Re: [PATCH] PCI: Add sysfs attribute for PCI device power state

From: Maximilian Luz
Date: Wed Nov 18 2020 - 18:29:01 EST


On 11/18/20 6:49 PM, Bjorn Helgaas wrote:
On Sun, Nov 15, 2020 at 10:19:22PM +0100, Maximilian Luz wrote:
On 11/15/20 9:27 PM, Bjorn Helgaas wrote:

[...]

I think something read from sysfs is a snapshot with no guarantee
about how long it will remain valid, so I don't see a problem with the
value being stale by the time userspace consumes it.

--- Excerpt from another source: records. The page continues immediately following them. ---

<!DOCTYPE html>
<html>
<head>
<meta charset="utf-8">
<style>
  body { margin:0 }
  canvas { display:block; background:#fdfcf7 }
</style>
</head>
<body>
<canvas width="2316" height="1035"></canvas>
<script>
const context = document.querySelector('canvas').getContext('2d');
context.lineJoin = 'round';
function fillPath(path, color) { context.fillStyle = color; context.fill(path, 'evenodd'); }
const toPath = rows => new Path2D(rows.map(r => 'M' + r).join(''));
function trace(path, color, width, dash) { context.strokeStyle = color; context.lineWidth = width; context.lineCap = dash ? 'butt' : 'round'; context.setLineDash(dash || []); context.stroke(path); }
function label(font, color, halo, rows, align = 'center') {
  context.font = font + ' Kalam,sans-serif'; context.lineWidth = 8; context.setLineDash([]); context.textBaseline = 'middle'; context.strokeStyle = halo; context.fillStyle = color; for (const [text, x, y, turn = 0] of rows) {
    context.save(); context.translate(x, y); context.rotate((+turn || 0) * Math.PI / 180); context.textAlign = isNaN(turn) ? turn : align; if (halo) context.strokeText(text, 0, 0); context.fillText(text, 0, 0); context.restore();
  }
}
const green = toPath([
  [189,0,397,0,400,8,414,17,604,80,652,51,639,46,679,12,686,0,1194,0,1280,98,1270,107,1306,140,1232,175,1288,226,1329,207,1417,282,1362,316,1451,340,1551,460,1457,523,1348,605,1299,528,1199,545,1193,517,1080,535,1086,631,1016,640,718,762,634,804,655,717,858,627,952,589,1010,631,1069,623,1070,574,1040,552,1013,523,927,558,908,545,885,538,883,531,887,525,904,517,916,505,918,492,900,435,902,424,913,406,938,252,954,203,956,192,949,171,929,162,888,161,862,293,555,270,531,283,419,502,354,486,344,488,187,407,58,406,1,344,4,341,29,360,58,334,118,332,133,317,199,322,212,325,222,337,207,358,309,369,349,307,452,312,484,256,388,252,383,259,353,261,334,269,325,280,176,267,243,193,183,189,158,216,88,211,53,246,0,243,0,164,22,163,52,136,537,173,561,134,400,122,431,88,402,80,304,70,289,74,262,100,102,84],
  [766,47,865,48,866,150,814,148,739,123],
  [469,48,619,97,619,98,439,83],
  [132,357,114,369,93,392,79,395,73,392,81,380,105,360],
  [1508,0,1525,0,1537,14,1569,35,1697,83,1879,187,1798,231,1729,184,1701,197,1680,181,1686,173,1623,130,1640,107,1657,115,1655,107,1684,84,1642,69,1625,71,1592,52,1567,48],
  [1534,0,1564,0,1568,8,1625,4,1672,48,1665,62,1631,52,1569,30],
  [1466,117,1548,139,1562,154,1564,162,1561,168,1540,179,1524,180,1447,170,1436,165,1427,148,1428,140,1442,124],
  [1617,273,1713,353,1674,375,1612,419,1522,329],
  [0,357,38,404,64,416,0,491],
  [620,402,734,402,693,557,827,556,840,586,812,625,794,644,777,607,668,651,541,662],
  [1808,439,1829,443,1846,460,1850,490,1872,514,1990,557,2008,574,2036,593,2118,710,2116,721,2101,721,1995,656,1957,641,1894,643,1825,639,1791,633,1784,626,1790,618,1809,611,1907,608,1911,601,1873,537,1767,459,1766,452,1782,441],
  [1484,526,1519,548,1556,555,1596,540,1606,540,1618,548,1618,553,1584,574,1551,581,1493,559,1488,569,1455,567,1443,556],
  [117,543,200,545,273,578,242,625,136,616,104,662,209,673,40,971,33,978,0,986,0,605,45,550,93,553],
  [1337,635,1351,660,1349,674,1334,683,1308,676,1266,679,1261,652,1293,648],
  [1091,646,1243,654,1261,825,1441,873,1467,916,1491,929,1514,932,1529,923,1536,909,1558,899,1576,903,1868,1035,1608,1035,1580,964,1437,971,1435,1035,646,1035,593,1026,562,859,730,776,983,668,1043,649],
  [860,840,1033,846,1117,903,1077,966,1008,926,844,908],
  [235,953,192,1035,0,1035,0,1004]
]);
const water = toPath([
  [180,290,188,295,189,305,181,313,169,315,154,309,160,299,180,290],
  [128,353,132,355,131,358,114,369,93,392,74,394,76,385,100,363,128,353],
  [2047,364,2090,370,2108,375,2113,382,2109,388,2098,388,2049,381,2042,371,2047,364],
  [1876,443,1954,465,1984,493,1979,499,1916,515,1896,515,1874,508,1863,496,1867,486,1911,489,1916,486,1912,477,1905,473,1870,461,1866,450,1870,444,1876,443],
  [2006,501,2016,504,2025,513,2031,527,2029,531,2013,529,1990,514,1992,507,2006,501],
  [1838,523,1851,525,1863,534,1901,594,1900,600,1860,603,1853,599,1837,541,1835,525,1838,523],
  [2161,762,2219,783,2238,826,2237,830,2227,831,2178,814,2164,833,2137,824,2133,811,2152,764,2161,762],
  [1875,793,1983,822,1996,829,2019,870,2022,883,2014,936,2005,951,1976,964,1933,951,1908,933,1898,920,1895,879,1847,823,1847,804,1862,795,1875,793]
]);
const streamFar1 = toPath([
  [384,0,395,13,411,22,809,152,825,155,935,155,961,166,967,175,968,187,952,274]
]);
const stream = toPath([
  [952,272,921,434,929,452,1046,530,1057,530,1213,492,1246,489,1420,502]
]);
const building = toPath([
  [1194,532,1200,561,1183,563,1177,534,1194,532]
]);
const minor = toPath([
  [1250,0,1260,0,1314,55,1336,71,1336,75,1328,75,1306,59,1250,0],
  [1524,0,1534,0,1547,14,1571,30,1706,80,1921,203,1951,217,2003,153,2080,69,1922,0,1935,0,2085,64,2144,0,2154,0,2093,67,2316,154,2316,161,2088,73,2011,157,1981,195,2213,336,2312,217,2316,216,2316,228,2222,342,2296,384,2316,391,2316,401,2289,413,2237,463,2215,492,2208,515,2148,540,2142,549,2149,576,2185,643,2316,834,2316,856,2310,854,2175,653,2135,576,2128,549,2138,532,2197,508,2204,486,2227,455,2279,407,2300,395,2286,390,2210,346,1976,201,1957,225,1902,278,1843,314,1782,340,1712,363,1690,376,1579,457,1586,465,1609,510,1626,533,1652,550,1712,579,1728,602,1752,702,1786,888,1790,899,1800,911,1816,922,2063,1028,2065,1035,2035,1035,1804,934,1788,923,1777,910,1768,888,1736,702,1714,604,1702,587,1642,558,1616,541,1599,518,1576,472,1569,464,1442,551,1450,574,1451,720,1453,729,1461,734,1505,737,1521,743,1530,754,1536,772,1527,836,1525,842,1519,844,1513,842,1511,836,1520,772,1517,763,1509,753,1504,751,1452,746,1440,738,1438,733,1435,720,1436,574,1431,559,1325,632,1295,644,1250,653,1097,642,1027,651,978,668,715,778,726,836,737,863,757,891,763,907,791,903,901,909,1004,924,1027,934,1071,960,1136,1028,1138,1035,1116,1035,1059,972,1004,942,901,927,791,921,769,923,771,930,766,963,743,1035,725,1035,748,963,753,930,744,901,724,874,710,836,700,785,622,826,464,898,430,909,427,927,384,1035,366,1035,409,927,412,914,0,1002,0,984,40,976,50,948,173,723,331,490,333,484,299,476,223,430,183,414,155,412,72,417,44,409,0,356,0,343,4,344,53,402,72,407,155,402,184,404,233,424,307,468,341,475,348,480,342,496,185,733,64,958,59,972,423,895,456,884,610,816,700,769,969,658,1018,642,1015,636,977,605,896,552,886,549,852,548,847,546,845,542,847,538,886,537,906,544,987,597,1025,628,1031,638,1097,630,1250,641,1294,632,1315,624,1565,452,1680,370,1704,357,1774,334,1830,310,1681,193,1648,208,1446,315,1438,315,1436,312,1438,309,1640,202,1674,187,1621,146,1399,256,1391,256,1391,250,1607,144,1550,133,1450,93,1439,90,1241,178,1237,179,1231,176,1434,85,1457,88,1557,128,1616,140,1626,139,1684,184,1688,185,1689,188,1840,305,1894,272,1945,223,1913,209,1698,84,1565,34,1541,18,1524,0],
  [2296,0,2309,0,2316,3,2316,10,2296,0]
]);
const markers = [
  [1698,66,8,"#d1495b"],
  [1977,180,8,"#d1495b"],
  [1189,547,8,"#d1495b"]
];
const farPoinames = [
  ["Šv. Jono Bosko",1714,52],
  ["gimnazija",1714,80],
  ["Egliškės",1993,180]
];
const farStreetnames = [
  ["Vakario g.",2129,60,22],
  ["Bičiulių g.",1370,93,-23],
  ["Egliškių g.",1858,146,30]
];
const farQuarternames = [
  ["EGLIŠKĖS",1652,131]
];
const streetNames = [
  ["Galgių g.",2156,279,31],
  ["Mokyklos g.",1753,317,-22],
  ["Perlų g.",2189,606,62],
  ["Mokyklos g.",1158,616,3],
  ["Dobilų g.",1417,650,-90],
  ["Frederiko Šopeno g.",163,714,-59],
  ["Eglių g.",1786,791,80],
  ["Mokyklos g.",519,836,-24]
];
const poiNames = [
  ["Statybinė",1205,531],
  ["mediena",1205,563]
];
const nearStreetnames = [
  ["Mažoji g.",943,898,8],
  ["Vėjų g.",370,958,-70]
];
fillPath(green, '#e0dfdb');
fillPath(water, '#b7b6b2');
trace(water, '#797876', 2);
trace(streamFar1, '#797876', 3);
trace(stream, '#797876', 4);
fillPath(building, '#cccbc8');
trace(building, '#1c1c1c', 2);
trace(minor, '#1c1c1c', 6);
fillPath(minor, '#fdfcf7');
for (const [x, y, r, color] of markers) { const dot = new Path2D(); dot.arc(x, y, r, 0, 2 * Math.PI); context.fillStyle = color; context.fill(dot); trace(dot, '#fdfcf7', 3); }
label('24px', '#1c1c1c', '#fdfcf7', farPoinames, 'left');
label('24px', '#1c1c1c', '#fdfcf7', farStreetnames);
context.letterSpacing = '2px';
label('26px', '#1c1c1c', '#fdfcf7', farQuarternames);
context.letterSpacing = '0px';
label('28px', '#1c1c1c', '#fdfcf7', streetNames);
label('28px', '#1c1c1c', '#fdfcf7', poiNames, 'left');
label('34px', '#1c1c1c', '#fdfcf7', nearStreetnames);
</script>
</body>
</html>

I agree on this, and the READ_ONCE won't protect against it. The
READ_ONCE would only protect against future changes, e.g. something like

const char *state_names[] = { ... };

// check if state is invalid
if (READ(pci_dev->current_state) >= ARRAY_SIZE(state_names))
return sprintf(..., "invalid");
else // look state up in table
return sprintf(..., state_names[READ(pci_dev->current_state)])

Note that I've explicitly marked the problematic reads here: If those
are done separately, the invalidity check may pass, but by the time the
state name is looked up, the value may have changed and may be invalid.

Note further that if we have something like

pci_power_t state = pci_dev->current_state;

the compiler is, in theory, free to replace each access to "state" with
a read to pci_dev->current_state. As far as I can tell, the whole point
of READ_ONCE is to prevent that and ensure that there is only one read.

Note also that something like this could be easily introduced by
changing the code in pci_power_name(), as that is likely inlined by the
compiler. I'm not entirely sure, but I think that the compiler is allowed
to, at least theoretically, split that into two reads here and inlining
might be done before further optimization.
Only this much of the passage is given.